Goal of the exercise: Exclude the images and repeat all remaining entries exactly.

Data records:
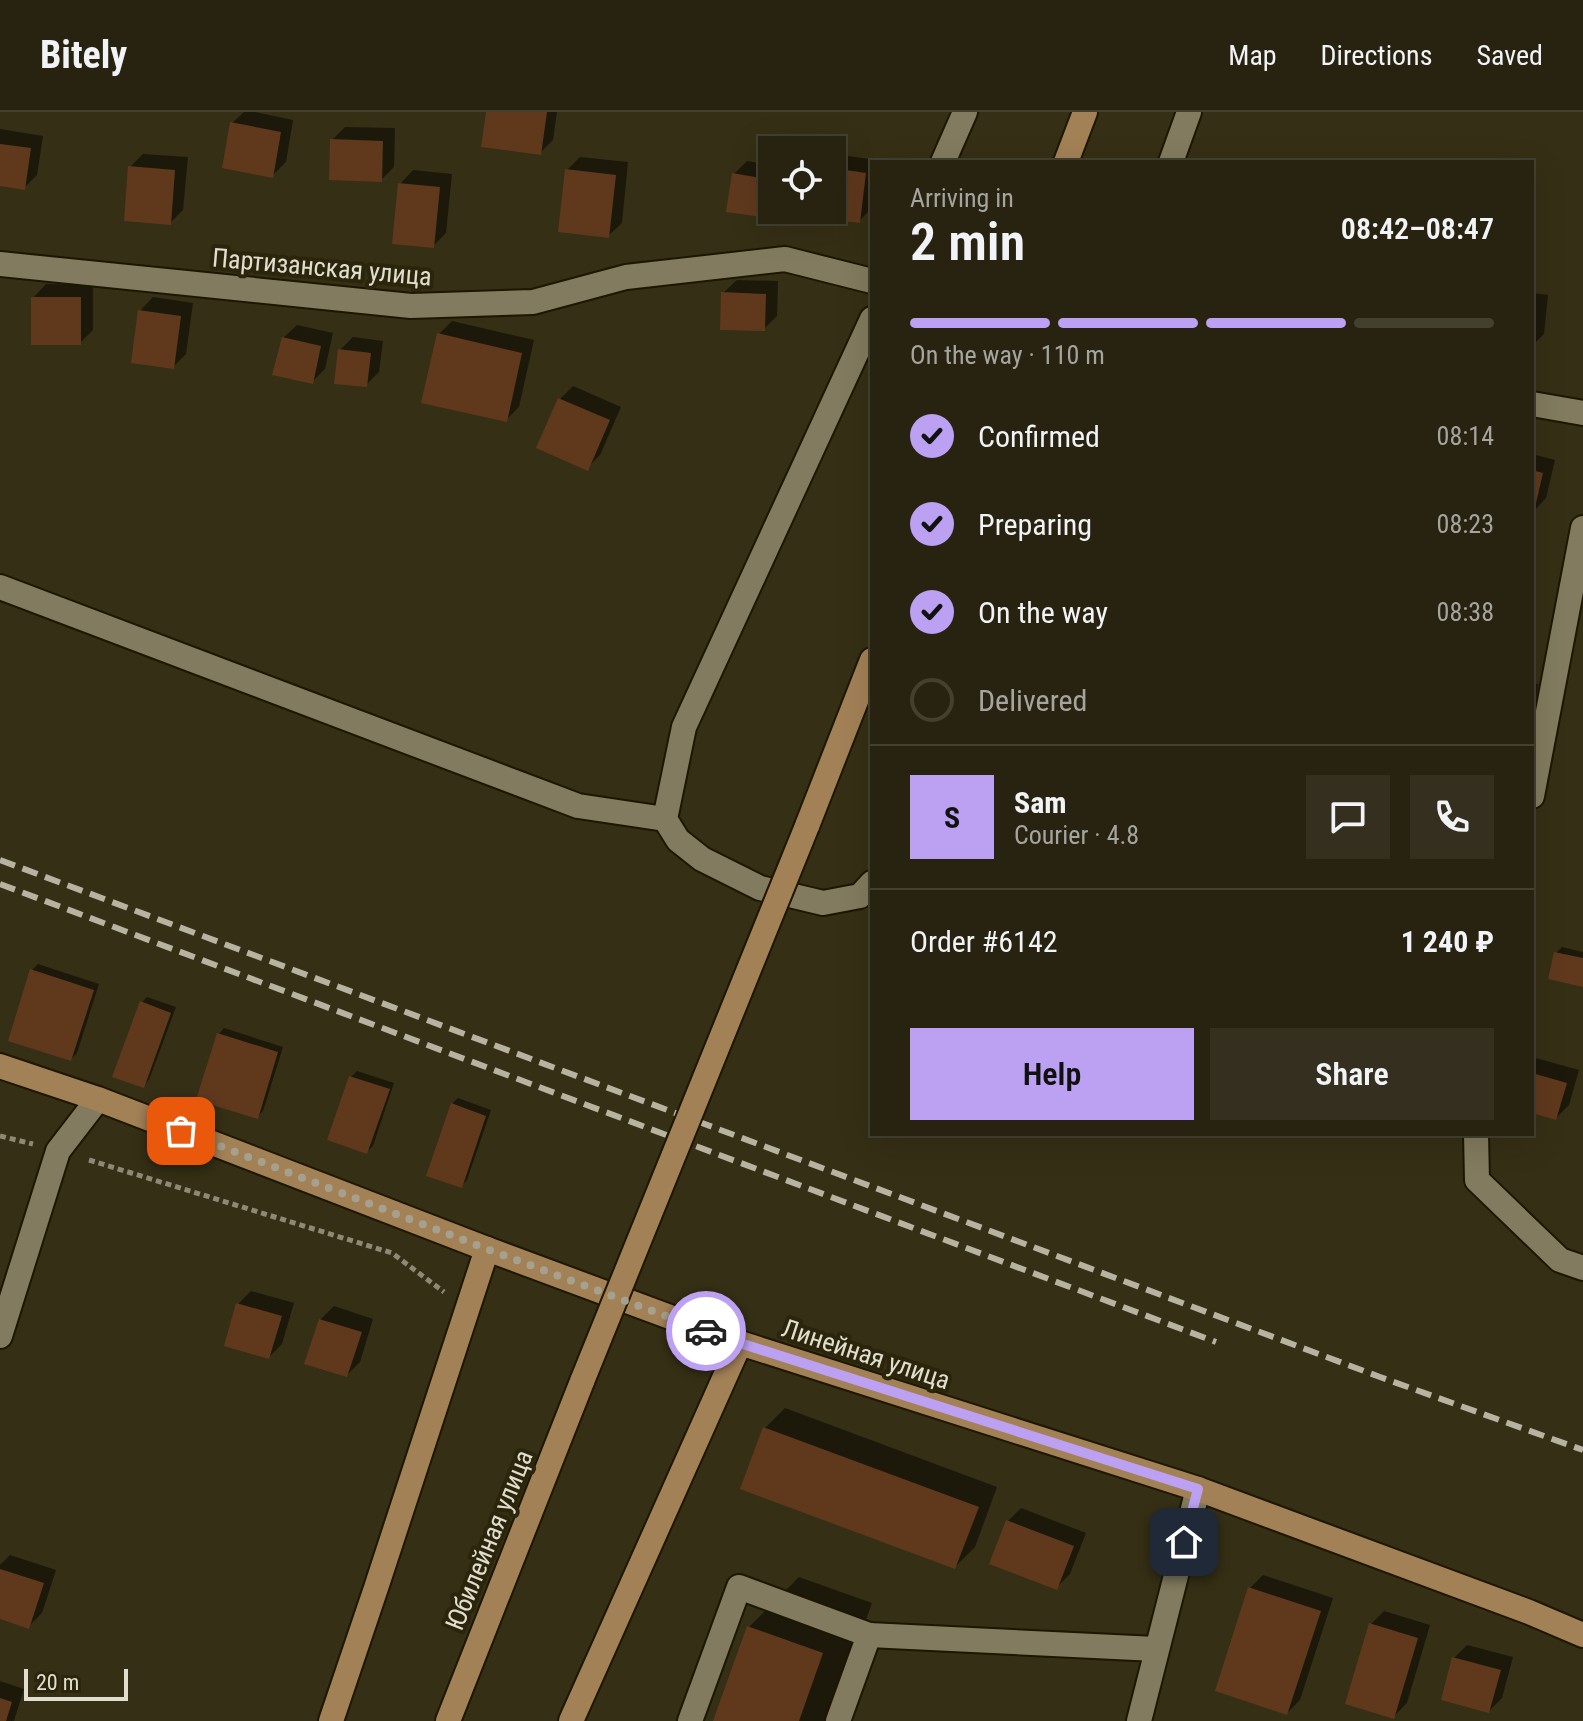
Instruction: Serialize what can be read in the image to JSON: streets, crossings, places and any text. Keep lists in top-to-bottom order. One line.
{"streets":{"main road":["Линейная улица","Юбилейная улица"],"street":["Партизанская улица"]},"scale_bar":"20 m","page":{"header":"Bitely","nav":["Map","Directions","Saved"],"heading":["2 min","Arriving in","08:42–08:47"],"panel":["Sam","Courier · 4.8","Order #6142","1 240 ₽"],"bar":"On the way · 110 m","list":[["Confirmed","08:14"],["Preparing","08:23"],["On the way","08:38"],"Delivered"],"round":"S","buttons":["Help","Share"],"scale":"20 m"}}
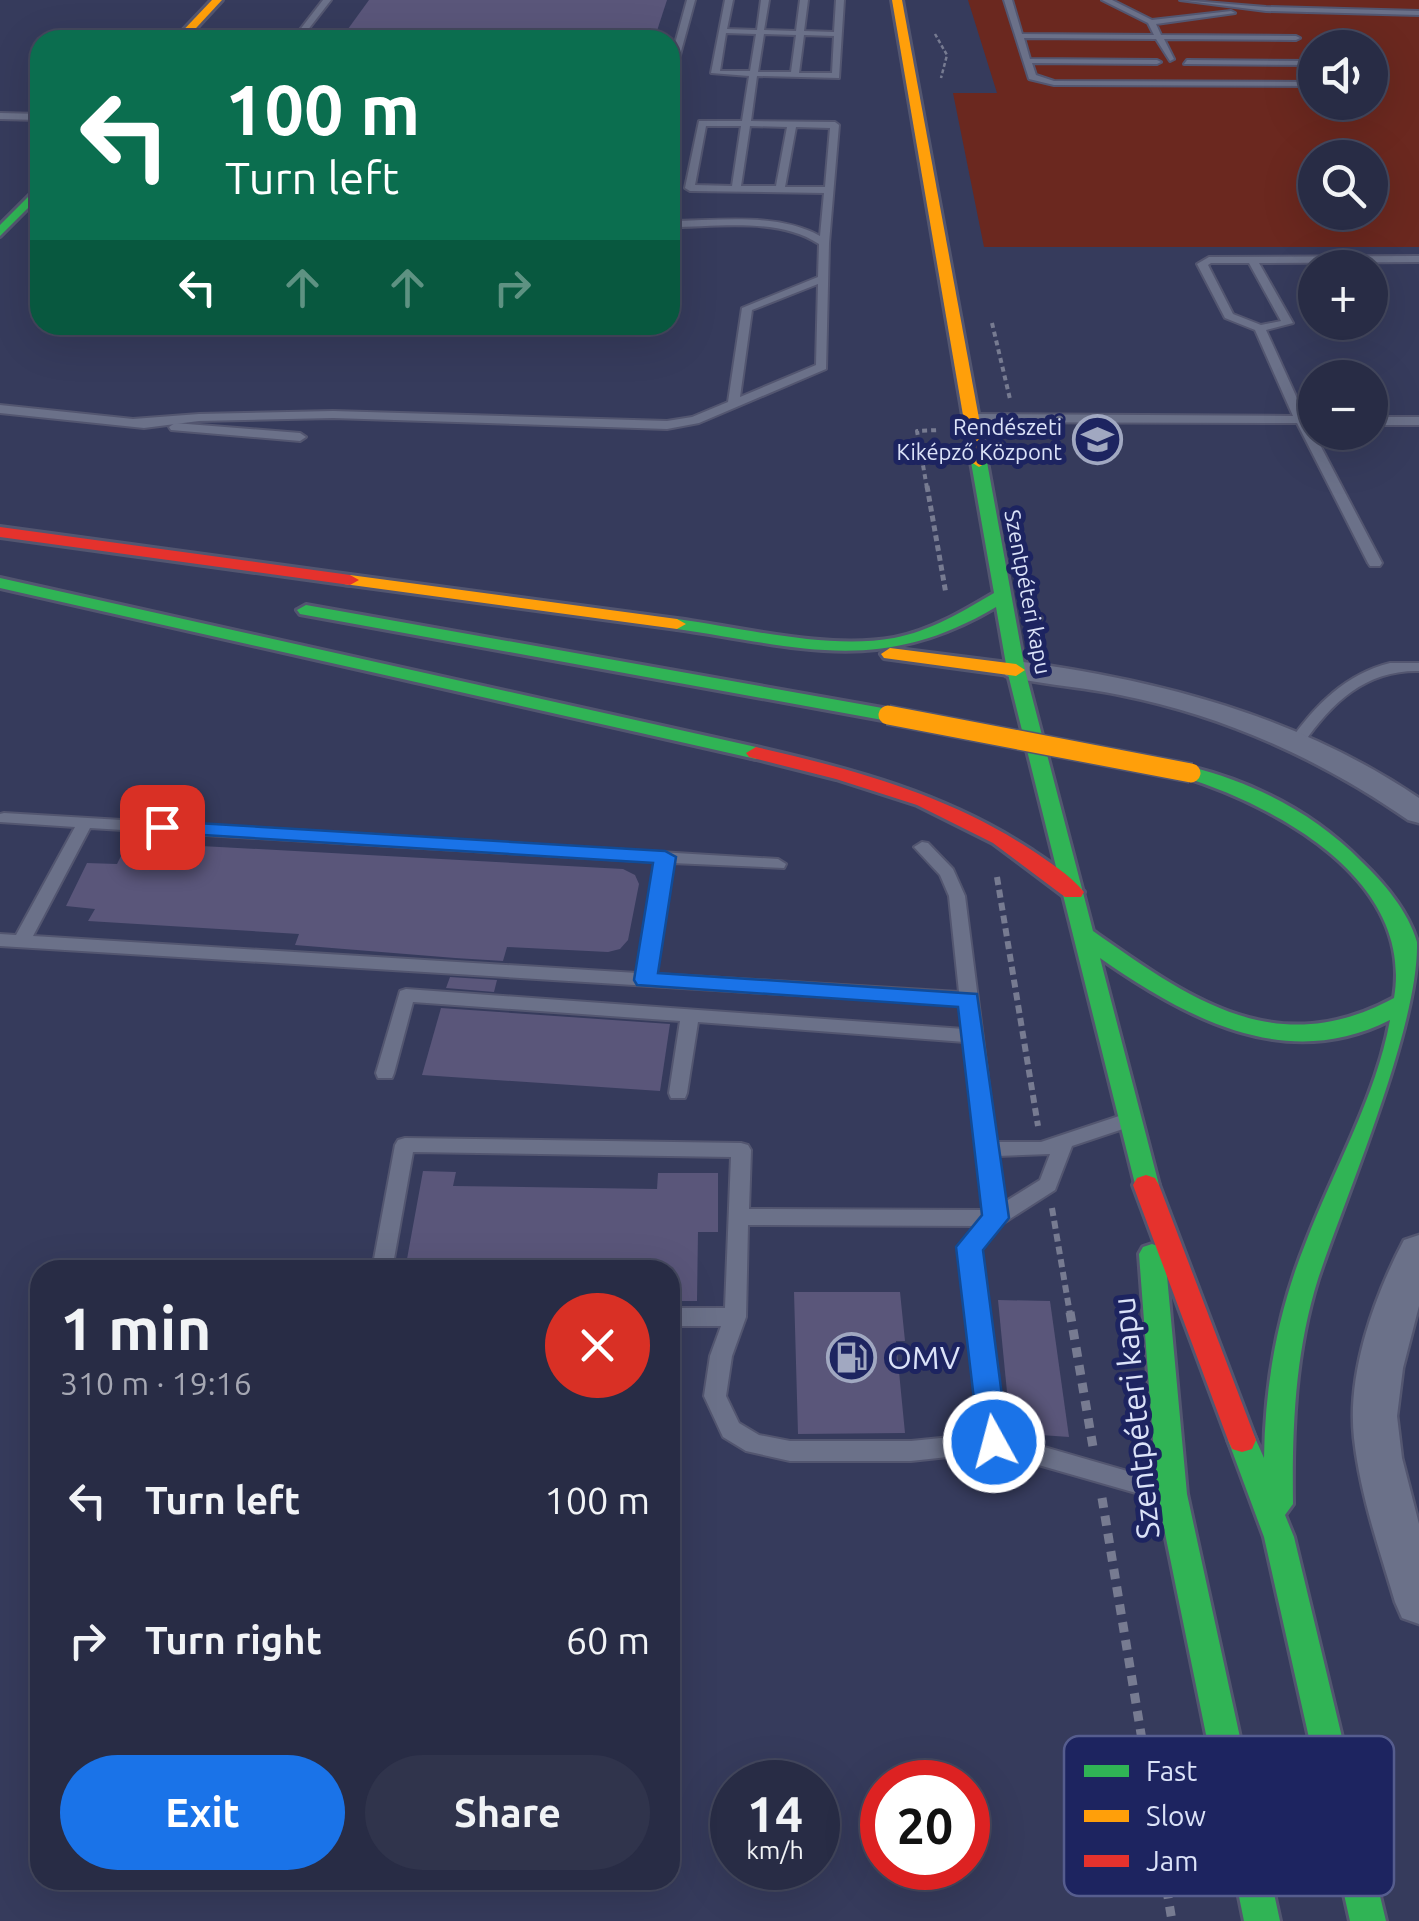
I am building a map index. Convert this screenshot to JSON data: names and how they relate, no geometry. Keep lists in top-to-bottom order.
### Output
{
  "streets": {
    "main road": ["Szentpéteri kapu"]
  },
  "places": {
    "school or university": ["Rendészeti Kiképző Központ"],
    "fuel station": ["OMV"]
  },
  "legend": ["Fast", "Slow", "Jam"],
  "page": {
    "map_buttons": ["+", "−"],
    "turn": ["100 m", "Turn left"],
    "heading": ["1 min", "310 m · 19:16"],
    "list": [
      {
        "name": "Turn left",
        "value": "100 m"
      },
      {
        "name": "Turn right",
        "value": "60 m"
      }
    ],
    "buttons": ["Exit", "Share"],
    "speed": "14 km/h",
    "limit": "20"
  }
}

Answer to the exercise:
Instruction: Serialize what can be read in the image to JSON: streets, crossings, places and any text. Keep lists in top-to-bottom order. One line.
{"streets":{"main road":["Линейная улица","Юбилейная улица"],"street":["Партизанская улица"]},"scale_bar":"20 m","page":{"header":"Bitely","nav":["Map","Directions","Saved"],"heading":["2 min","Arriving in","08:42–08:47"],"panel":["Sam","Courier · 4.8","Order #6142","1 240 ₽"],"bar":"On the way · 110 m","list":[["Confirmed","08:14"],["Preparing","08:23"],["On the way","08:38"],"Delivered"],"round":"S","buttons":["Help","Share"],"scale":"20 m"}}
I am building a map index. Convert this screenshot to JSON data: names and how they relate, no geometry. Keep lists in top-to-bottom order.
### Output
{
  "streets": {
    "main road": ["Szentpéteri kapu"]
  },
  "places": {
    "school or university": ["Rendészeti Kiképző Központ"],
    "fuel station": ["OMV"]
  },
  "legend": ["Fast", "Slow", "Jam"],
  "page": {
    "map_buttons": ["+", "−"],
    "turn": ["100 m", "Turn left"],
    "heading": ["1 min", "310 m · 19:16"],
    "list": [
      {
        "name": "Turn left",
        "value": "100 m"
      },
      {
        "name": "Turn right",
        "value": "60 m"
      }
    ],
    "buttons": ["Exit", "Share"],
    "speed": "14 km/h",
    "limit": "20"
  }
}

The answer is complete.